> _Information supplied_:

================================

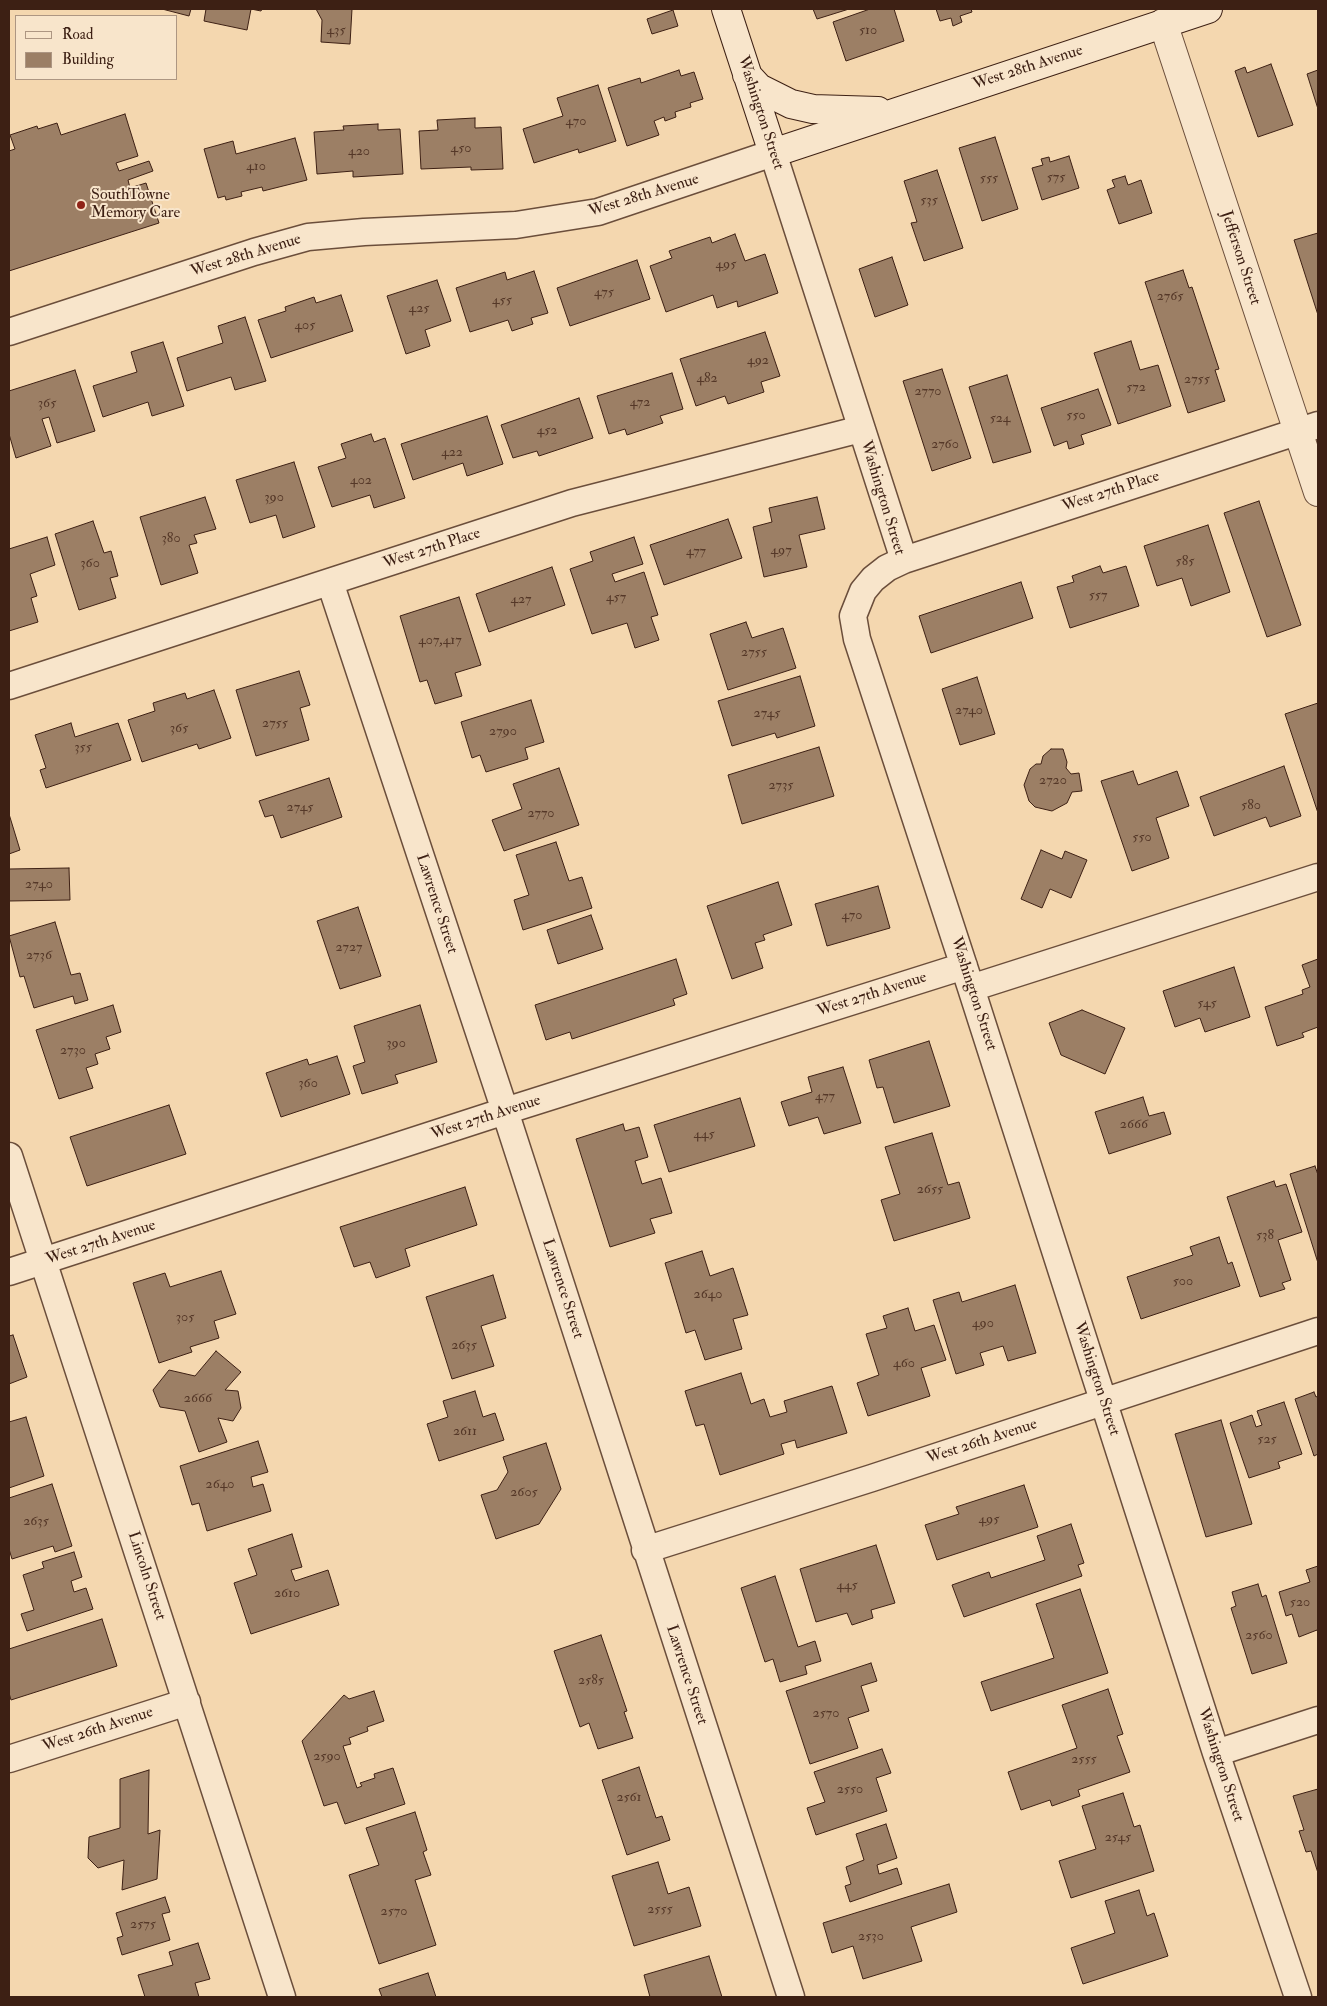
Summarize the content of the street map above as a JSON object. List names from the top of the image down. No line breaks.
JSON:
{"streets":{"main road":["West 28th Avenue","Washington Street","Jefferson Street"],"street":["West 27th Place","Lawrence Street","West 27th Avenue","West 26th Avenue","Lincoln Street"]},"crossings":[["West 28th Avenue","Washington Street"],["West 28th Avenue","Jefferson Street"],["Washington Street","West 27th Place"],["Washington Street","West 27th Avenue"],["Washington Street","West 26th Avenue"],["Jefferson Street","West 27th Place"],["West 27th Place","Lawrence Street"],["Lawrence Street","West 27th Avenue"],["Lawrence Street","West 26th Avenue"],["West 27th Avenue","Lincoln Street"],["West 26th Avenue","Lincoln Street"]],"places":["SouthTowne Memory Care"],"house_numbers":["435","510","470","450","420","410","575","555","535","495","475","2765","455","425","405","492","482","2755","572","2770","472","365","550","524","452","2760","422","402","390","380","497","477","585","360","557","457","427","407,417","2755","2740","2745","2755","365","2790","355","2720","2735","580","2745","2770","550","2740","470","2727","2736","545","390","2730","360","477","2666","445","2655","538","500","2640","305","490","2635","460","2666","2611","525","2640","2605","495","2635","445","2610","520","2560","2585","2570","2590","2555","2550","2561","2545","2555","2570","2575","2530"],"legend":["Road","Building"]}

================================

> _Exercise goal_: The expected output is the full data above, reproduced exactly with no images.

> _Solution for this exercise_:
Summarize the content of the street map above as a JSON object. List names from the top of the image down. No line breaks.
JSON:
{"streets":{"main road":["West 28th Avenue","Washington Street","Jefferson Street"],"street":["West 27th Place","Lawrence Street","West 27th Avenue","West 26th Avenue","Lincoln Street"]},"crossings":[["West 28th Avenue","Washington Street"],["West 28th Avenue","Jefferson Street"],["Washington Street","West 27th Place"],["Washington Street","West 27th Avenue"],["Washington Street","West 26th Avenue"],["Jefferson Street","West 27th Place"],["West 27th Place","Lawrence Street"],["Lawrence Street","West 27th Avenue"],["Lawrence Street","West 26th Avenue"],["West 27th Avenue","Lincoln Street"],["West 26th Avenue","Lincoln Street"]],"places":["SouthTowne Memory Care"],"house_numbers":["435","510","470","450","420","410","575","555","535","495","475","2765","455","425","405","492","482","2755","572","2770","472","365","550","524","452","2760","422","402","390","380","497","477","585","360","557","457","427","407,417","2755","2740","2745","2755","365","2790","355","2720","2735","580","2745","2770","550","2740","470","2727","2736","545","390","2730","360","477","2666","445","2655","538","500","2640","305","490","2635","460","2666","2611","525","2640","2605","495","2635","445","2610","520","2560","2585","2570","2590","2555","2550","2561","2545","2555","2570","2575","2530"],"legend":["Road","Building"]}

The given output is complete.